Is there a base level qualification you need before you’re ready to start a rolling fund?
What is a syndicate? Do they work alongside rolling funds?
How does Sahil think about warm intros vs cold outreach?
In a traditional fund, you have to raise capital and then you deploy the capital. Then if you want to raise more money effectively, you start a new fund. Traditional VC funds will have fund one, fund two, etc.
With a rolling fund, they're both happening at the same time. You're raising money, you're deploying capital quarterly. You're taking a one-off event and you're turning into a rolling subscription model.
It's pretty new. You can go on the internet and say, "Hey, I have a fund. I'm raising money for it," which you couldn't do before, to protect unsophisticated investors from getting scammed effectively. You still had to be accredited. There are still these qualifications, but even before, you weren't able to tell anybody that you were raising a fund.
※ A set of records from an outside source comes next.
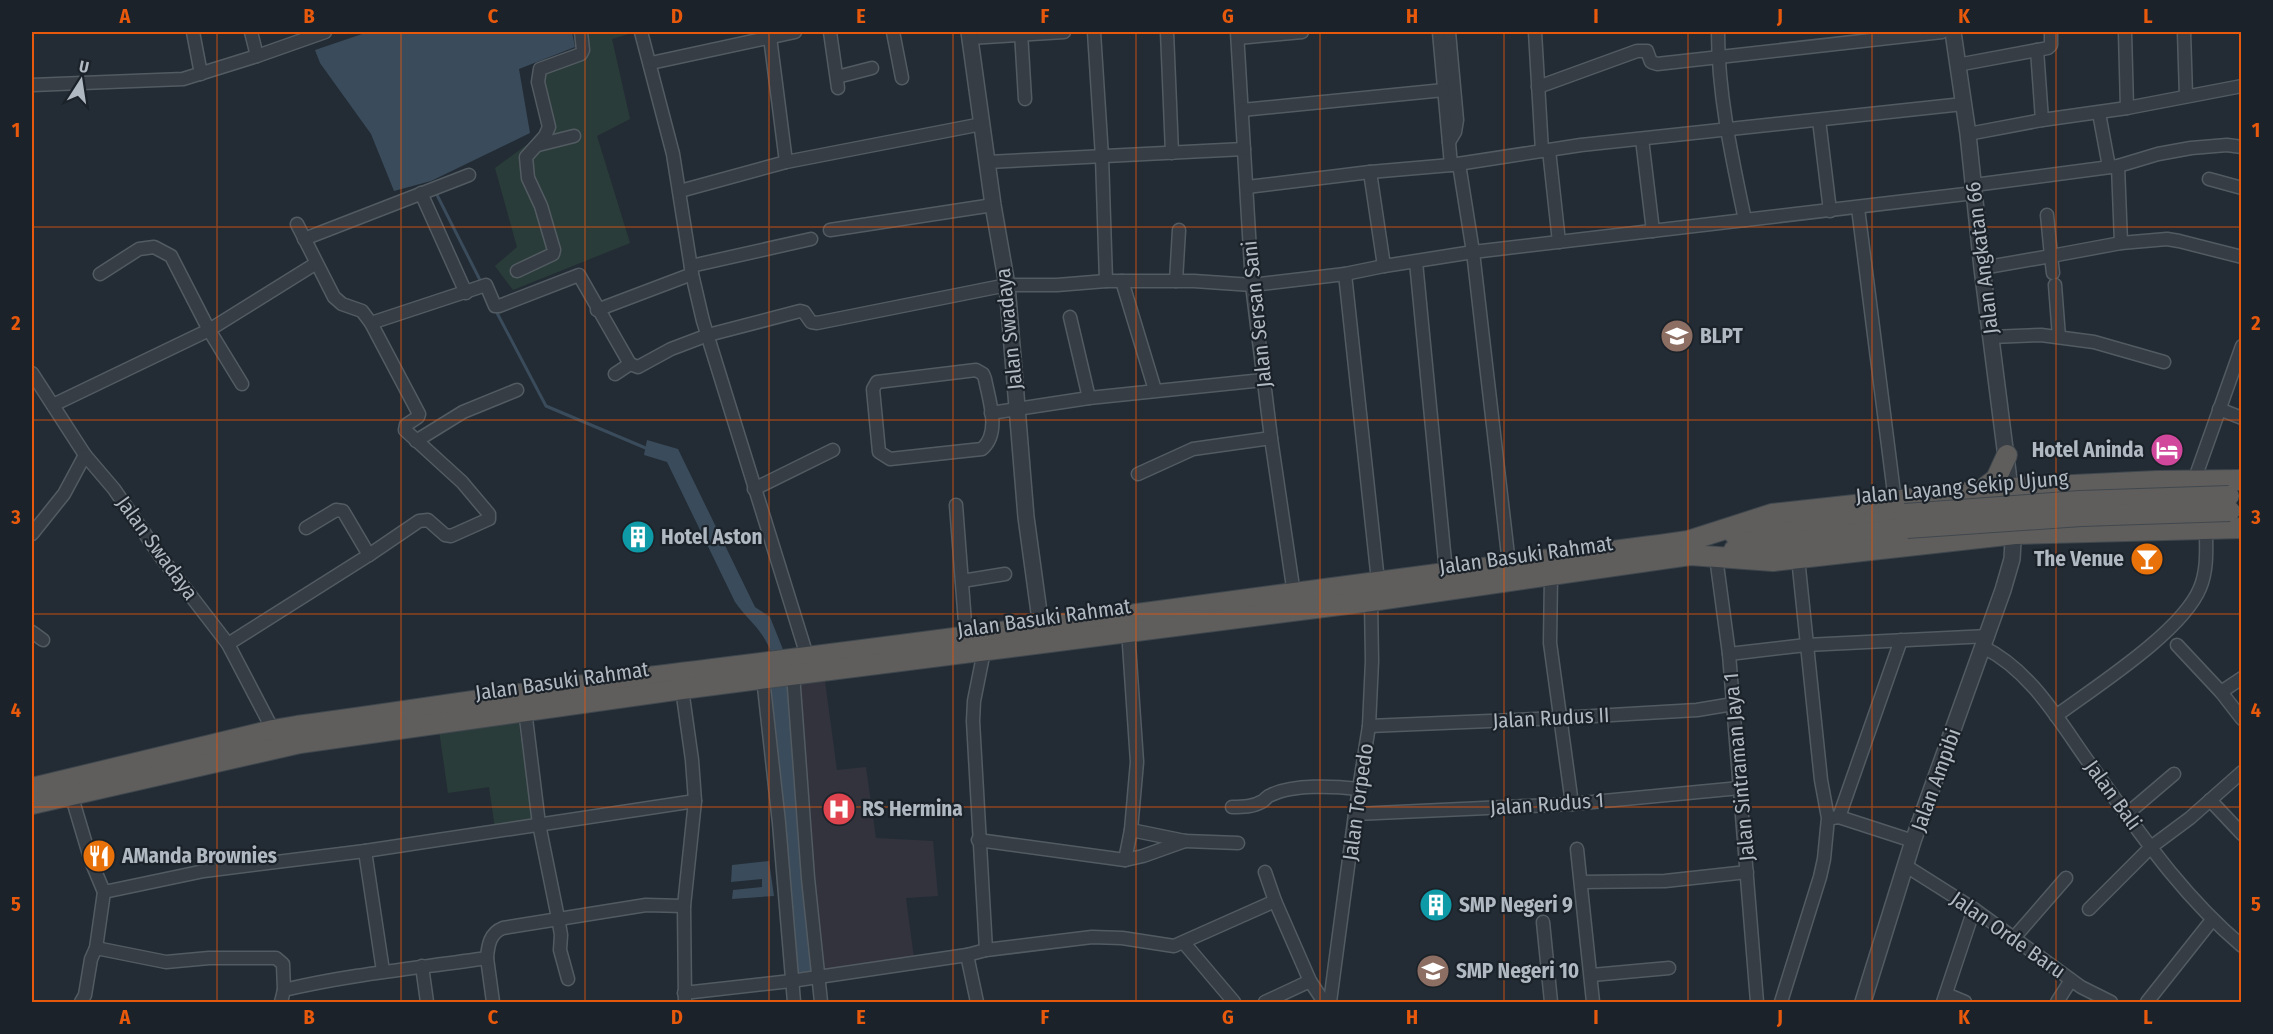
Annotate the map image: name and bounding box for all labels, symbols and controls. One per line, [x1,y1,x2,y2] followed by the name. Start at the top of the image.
[119,4,132,28] text: A
[303,4,315,28] text: B
[488,4,499,28] text: C
[671,4,683,28] text: D
[856,4,866,28] text: E
[1041,4,1050,28] text: F
[1222,4,1234,28] text: G
[1406,4,1418,28] text: H
[1593,4,1599,28] text: I
[1776,4,1783,28] text: J
[1958,4,1970,28] text: K
[2143,4,2153,28] text: L
[51,51,111,111] north arrow
[77,57,91,77] text: U
[12,118,20,142] text: 1
[2252,118,2260,142] text: 1
[1960,180,2004,336] street label: Jalan Angkatan 66
[1236,239,1278,389] street label: Jalan Sersan Sani
[990,267,1028,391] street label: Jalan Swadaya
[10,311,21,335] text: 2
[2250,311,2261,335] text: 2
[1659,318,1695,354] school or university icon: BLPT
[1700,323,1744,349] place label: BLPT
[2149,432,2185,468] hotel icon: Hotel Aninda
[2032,437,2144,463] place label: Hotel Aninda
[1855,465,2070,509] street label: Jalan Layang Sekip Ujung
[111,491,203,605] street label: Jalan Swadaya
[10,505,21,529] text: 3
[2250,505,2261,529] text: 3
[620,519,656,555] building icon: Hotel Aston
[661,524,762,550] place label: Hotel Aston
[1438,530,1615,580] street label: Jalan Basuki Rahmat
[2129,541,2165,577] bar icon: The Venue
[2034,546,2124,572] place label: The Venue
[956,593,1133,643] street label: Jalan Basuki Rahmat
[474,656,651,706] street label: Jalan Basuki Rahmat
[1718,672,1760,862] street label: Jalan Sintraman Jaya 1
[11,698,21,722] text: 4
[2251,698,2261,722] text: 4
[1492,702,1610,734] street label: Jalan Rudus II
[1905,725,1967,835] street label: Jalan Ampibi
[1337,742,1379,862] street label: Jalan Torpedo
[2079,755,2147,835] street label: Jalan Bali
[1489,787,1605,821] street label: Jalan Rudus 1
[821,791,857,827] hospital icon: RS Hermina
[862,796,963,822] place label: RS Hermina
[81,838,117,874] restaurant icon: AManda Brownies
[121,843,277,869] place label: AManda Brownies
[1946,886,2070,984] street label: Jalan Orde Baru
[1418,887,1454,923] building icon: SMP Negeri 9
[11,892,21,916] text: 5
[1459,892,1573,918] place label: SMP Negeri 9
[2251,892,2261,916] text: 5
[1415,953,1451,989] school or university icon: SMP Negeri 10
[1456,958,1579,984] place label: SMP Negeri 10
[119,1005,132,1029] text: A
[303,1005,315,1029] text: B
[488,1005,499,1029] text: C
[671,1005,683,1029] text: D
[856,1005,866,1029] text: E
[1041,1005,1050,1029] text: F
[1222,1005,1234,1029] text: G
[1406,1005,1418,1029] text: H
[1593,1005,1599,1029] text: I
[1776,1005,1783,1029] text: J
[1958,1005,1970,1029] text: K
[2143,1005,2153,1029] text: L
The world was quite different for early-stage investing not very long ago. Doing a deal costs like $30k. Software has made it so easy that I can do a deal literally in two minutes. It's meaningful now because you can effectively do this at scale, by lowering the barrier to entry.
I didn't want to be a VC because when someone said VC, I had an image in my head. It included this traditional process and meeting people I didn't know. These traditional LPs are typically university endowments, family offices, pension funds, that require networking. It would take me 6 to 18 months to do that. Doing all of that stuff I described, while you're running a company, would be quite difficult. Whereas with rolling funds and with the 506(c) rules, I can massively scale that because I can tweet about it.
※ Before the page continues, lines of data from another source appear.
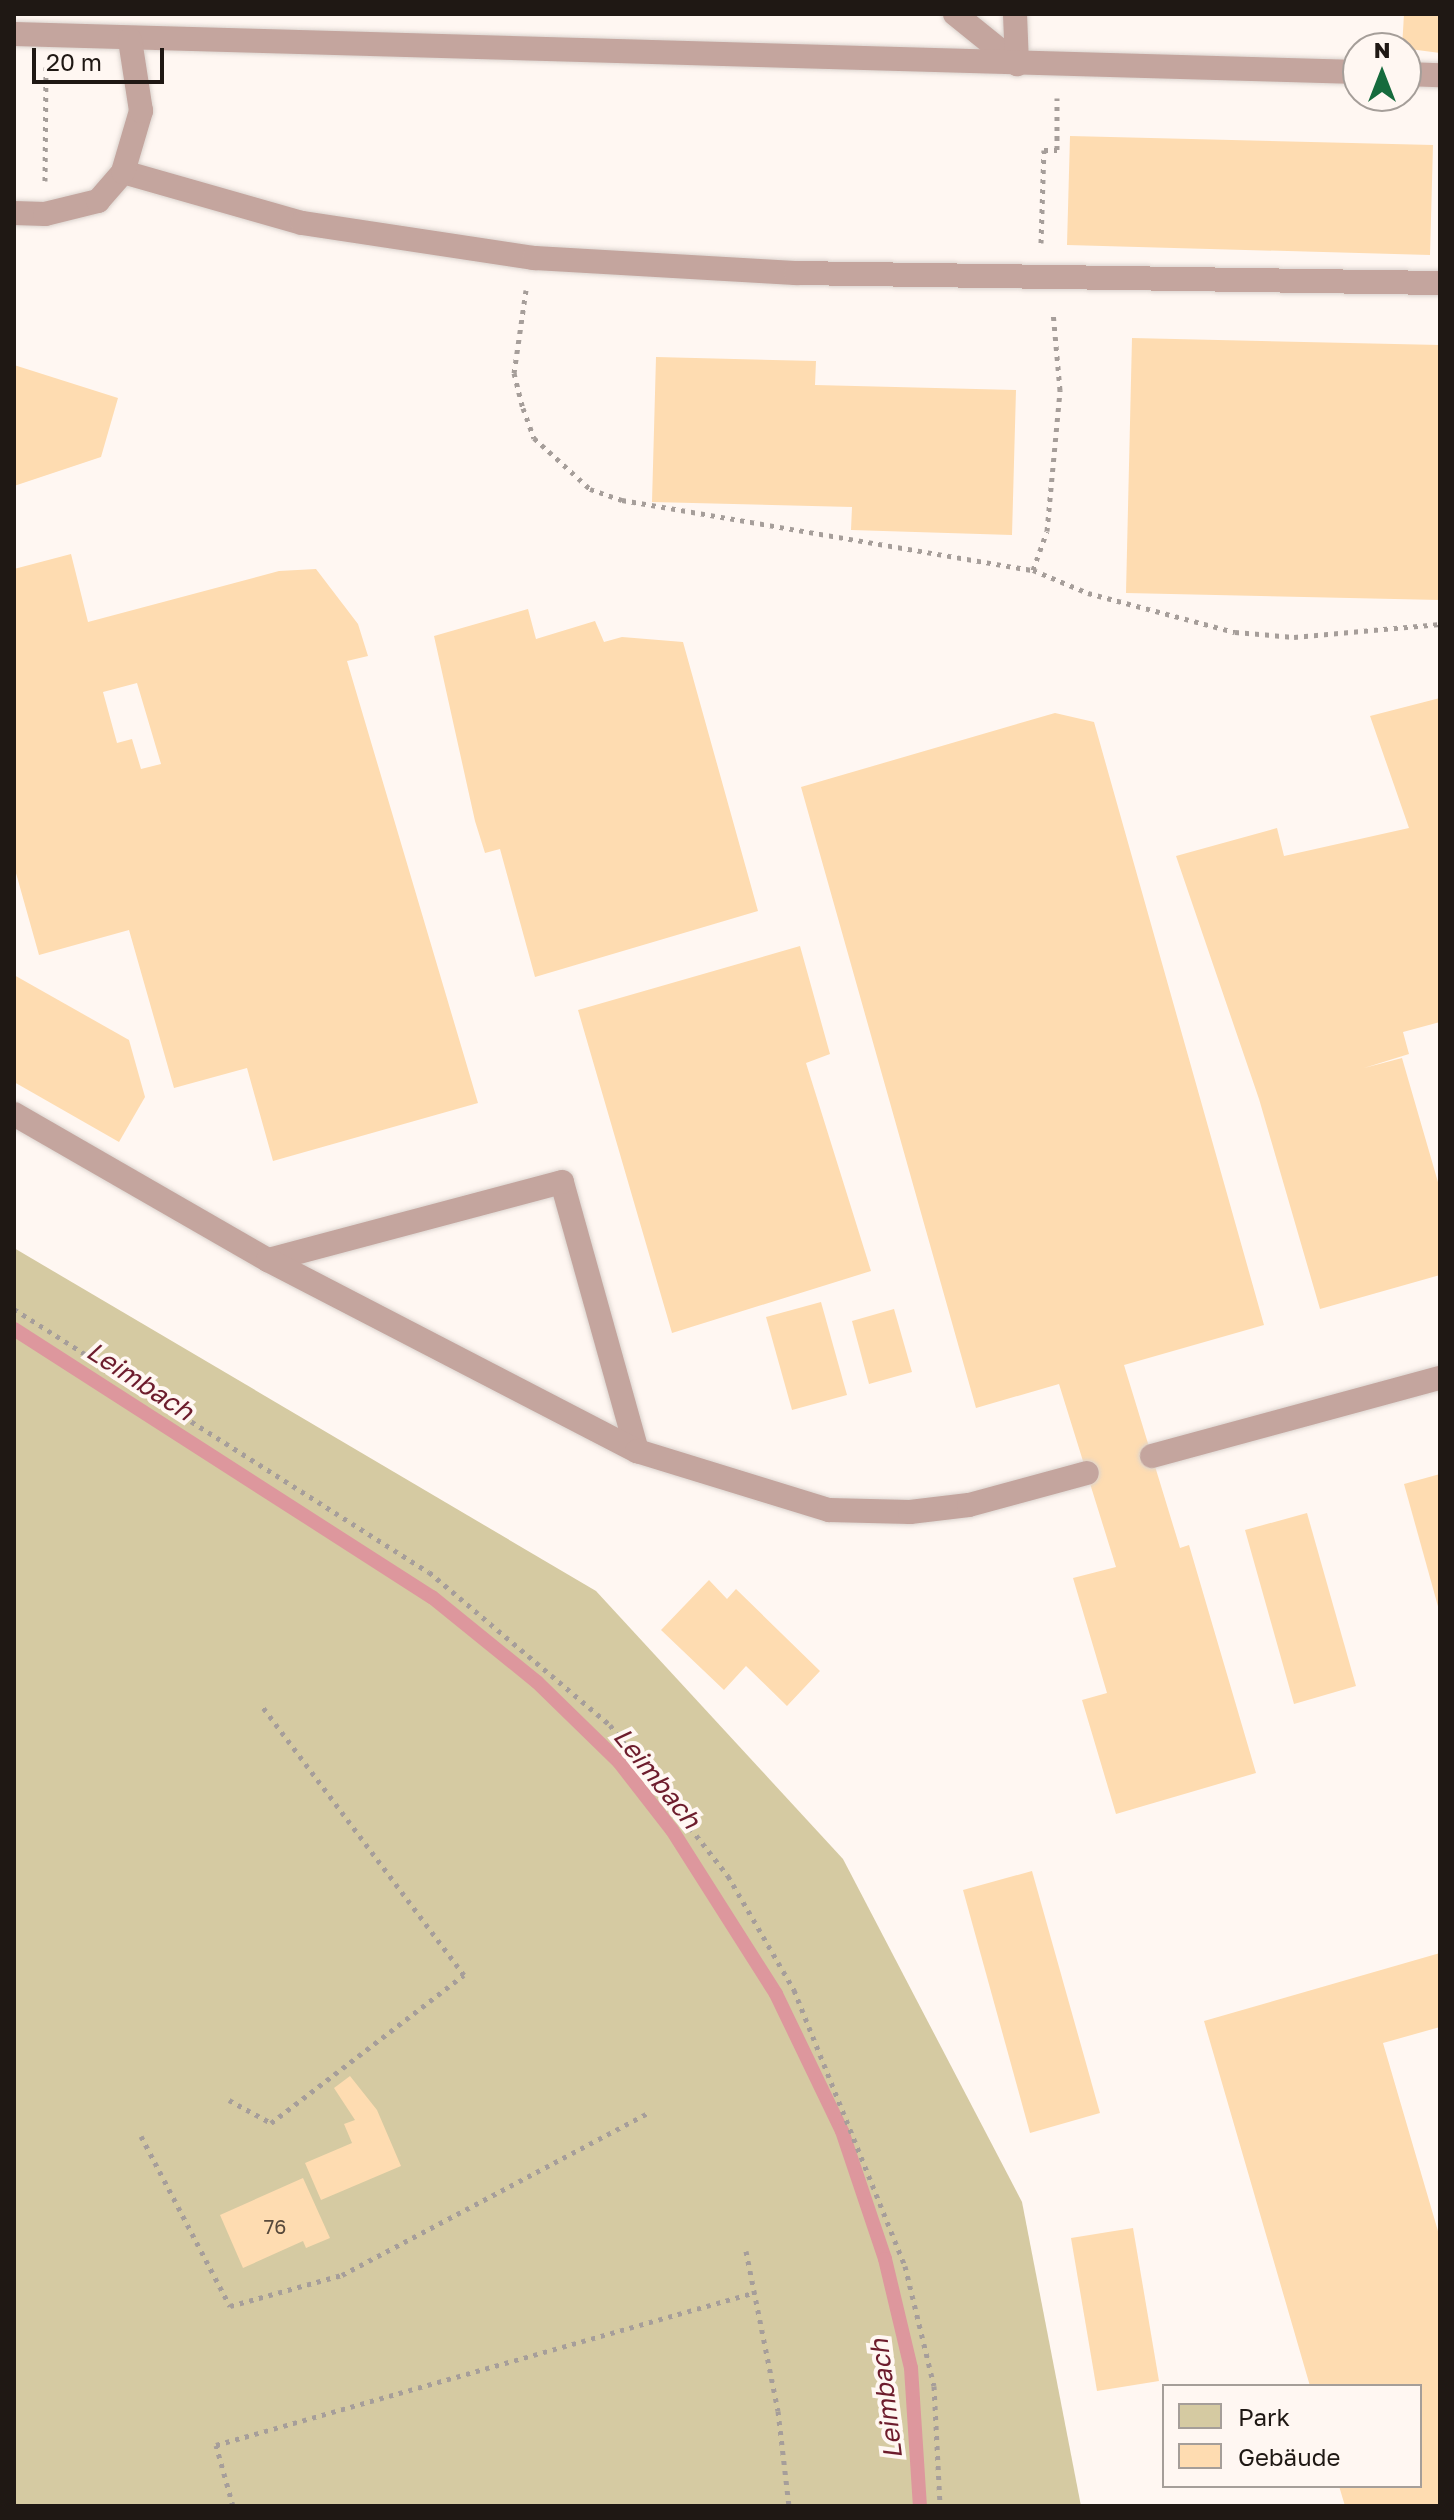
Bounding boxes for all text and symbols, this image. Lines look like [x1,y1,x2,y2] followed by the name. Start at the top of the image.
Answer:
[36,32,168,82] scale bar
[1342,32,1422,112] north arrow
[1374,36,1390,63] text: N
[46,47,102,76] text: 20 m
[81,1335,199,1427] water label: Leimbach
[607,1721,707,1835] water label: Leimbach
[264,2214,286,2238] house number: 76
[863,2337,909,2461] water label: Leimbach
[1162,2384,1422,2488] legend
[1238,2402,1290,2431] text: Park
[1238,2442,1340,2471] text: Gebäude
So much of my LP base came to me because I just tweeted about it. It scales well. I think it was cognitive friction of, “Oh, I can just start at $100,000 a quarter, do one deal a quarter.” That's already going to let me invest more than I would have been able to do personally.
It’s not taking away anything from me running the company the way I am. I feel like I'm a better CEO. In the past nine years of running Gumroad, some of the worst periods of my time as CEO was working all the time on Gumroad. Basically, you do productive work, and then you finish it, and you still have all this time that you want to feel you're contributing to Gumroad. So, you just pester people. It should be like, "We're good. Come back tomorrow. You've worked enough."
One of the unique things that I was able to do, compared to other CEOs, was test the waters. My investors might not be pleased with the outcome exactly, but I was very upfront with what happened there. A lot of them are LPs in this fund. I was just able to be like, "Look, this is what I'm doing." I don't have to pretend that I have this fund. CEOs have been doing this for a long time. This is the world now and people appreciate it. The truth is, founders will want founders on the cap table.
The number one benefit is that you have more empathy than anybody else would. I'm not saying that non-founders are bad. I'm not saying founders are better than anybody else. But if you want someone who's going to understand what you're going through, someone who's gone through, founders are going to be able to do that better than anybody else. There are certain things that I know I would not have been able to understand if I had not started a company; for example, hiring being so difficult. You learn over time that hiring is maybe the hardest thing about building a company.
Probably not. Founders care about who they're going to be spending time with, who's on their cap table, and who's going to be helping them. Ultimately, it doesn’t matter too much what the legal structure of the deal is.
Something that does matter is if I can tell a founder “this is my exposure to the deal.” If I write a $100,000 check from my fund, it ends up being something 35%. That's the equivalent of me personally having invested roughly $35,000, which by the way, I would not be able to do. I don't have that much capital.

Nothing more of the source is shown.